The animal cocked his head, tongue lolling, then plopped his haunches down with a thud that sent dust flying. Millie’s laughter rang brightly. “Why, you do know it! Clever fellow.” Emboldened, she brushed grass from her skirts and offered her hand as though shaking a gentleman’s. “How do you do, sir? Quite a well-trained beast.”
At that word—beast—the dog froze for an instant, ears twitching as though insulted. A soft whine followed until Millie leaned nearer, her voice lowering to a coaxing murmur. “Oh, don’t pout. You’re not a beast at all, are you? You’re a knight in a shaggy coat.” She reached to scratch behind his ears, and the animal leaned against her shoulder as if he had always belonged there.
“Duke.”
The voice cut through the meadow air, low and commanding.
Millie looked up.
A man stepped from behind the cottonwoods, tall enough that the sunlight caught his shoulders before it reached his face. Broad, solid, shirt sleeves rolled to his forearms, boots coated in dust. His hair, dark and uneven, hung uncombed around his face, and a beard shadowed his jaw.
And across the left side of his face stretched a scar, jagged and angry, impossible to miss.

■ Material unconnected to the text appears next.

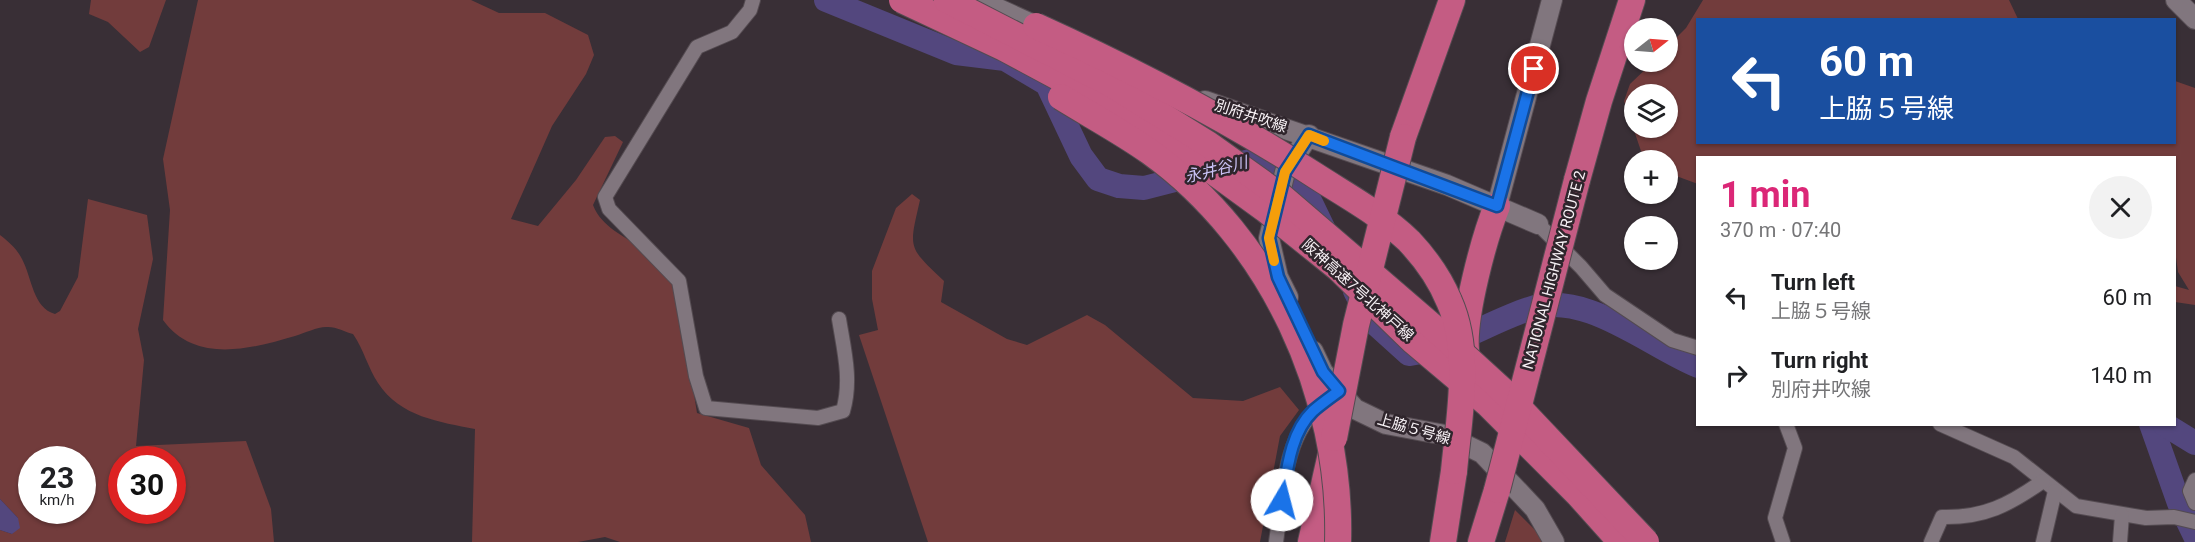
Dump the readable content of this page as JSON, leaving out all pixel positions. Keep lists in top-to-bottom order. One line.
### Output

Millie’s breath caught. The stories had not lied, but they had failed to capture the truth of him. For it was not the scar that rooted her still, but the eyes—piercing blue, sharp as river ice, yet weary with a weight that seemed older than his years.

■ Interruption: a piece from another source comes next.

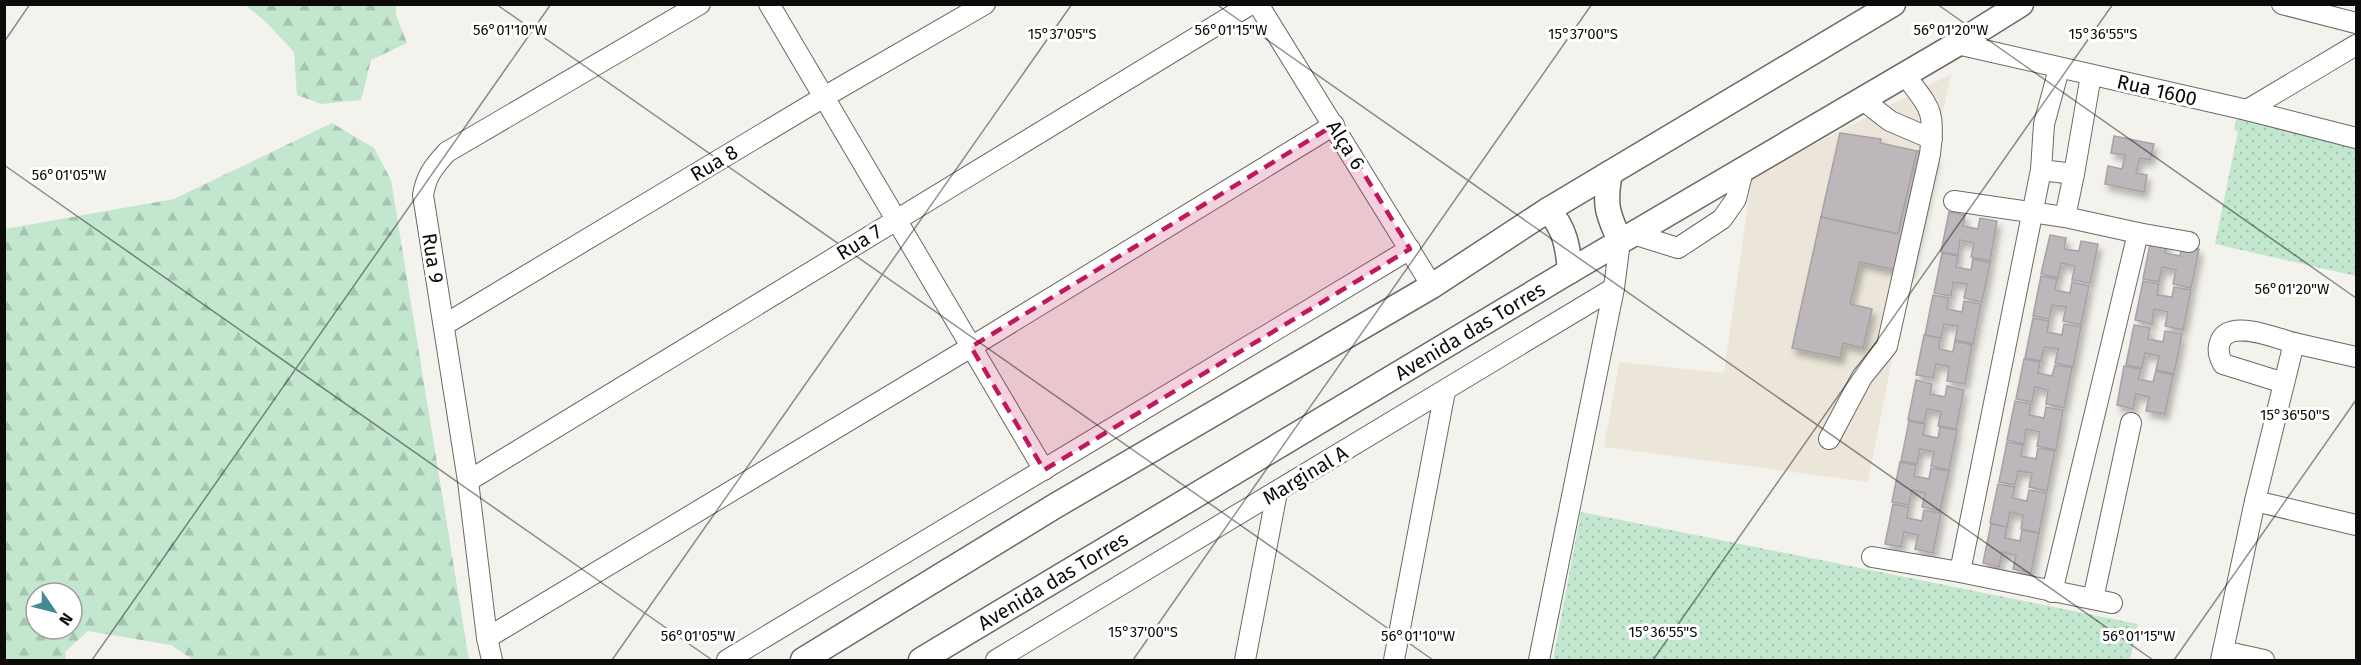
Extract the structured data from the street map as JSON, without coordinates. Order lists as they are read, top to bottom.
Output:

“Duke,” he said again, sharper. The dog bounded obediently to his side.
Millie scrambled upright, brushing grass from her skirts, steadying her heart. She realized she had been staring. Heat prickled her cheeks. She bent quickly to gather her scattered herbs, fingers trembling.
Bootsteps approached. A hand entered her view—large, calloused, steady.
Millie hesitated, then set her smaller hand into his. His grip was firm, lifting her as if she weighed nothing at all. Suddenly, she was closer than she had meant to be. She saw sunlight catching golden strands in his hair. She noticed the way the scar tugged faintly at the corner of his mouth, as though even smiling would hurt.
“I didn’t mean him to frighten you,” he said. His voice was rough, gravel over stone, but not unkind.
Millie steadied her basket against her hip. “Truly, sir, he only surprised me. He seems a friendly creature.”
The man studied her, eyes narrowing, testing her words as if for falsehood. “Most don’t call him friendly.”
“I imagine most haven’t met him.”
The words slipped boldly from her tongue, surprising even herself.
Something flickered—almost a smile—before his expression shuttered again.
“I’m Millie Ashford,” she said.
“Cole Bradford.”
“I know.” The admission leapt out before she could stop it. Color rushed to her cheeks. “I mean—I’ve heard of you.”
“Everyone has.” His tone carried a sardonic edge, heavy with expectation.
Millie lifted her gaze, pulse hammering but steady. “Not everything people say deserves to be believed.”
His eyes shifted, as though her reply struck somewhere he had long since walled off. For a moment, silence stretched between them. He broke it with a gruff warning. “You shouldn’t be walking this close to my land. Folks might misunderstand.”
“I was gathering herbs.” She raised her basket, fresh, fragrant leaves spilling out between them. “The best grow in the shade of your cottonwoods.”
His gaze dropped briefly to the sprigs, then back to her. “Still. Folks talk.”
Millie tilted her chin. “They talk already. I’d rather not live by their tongues.”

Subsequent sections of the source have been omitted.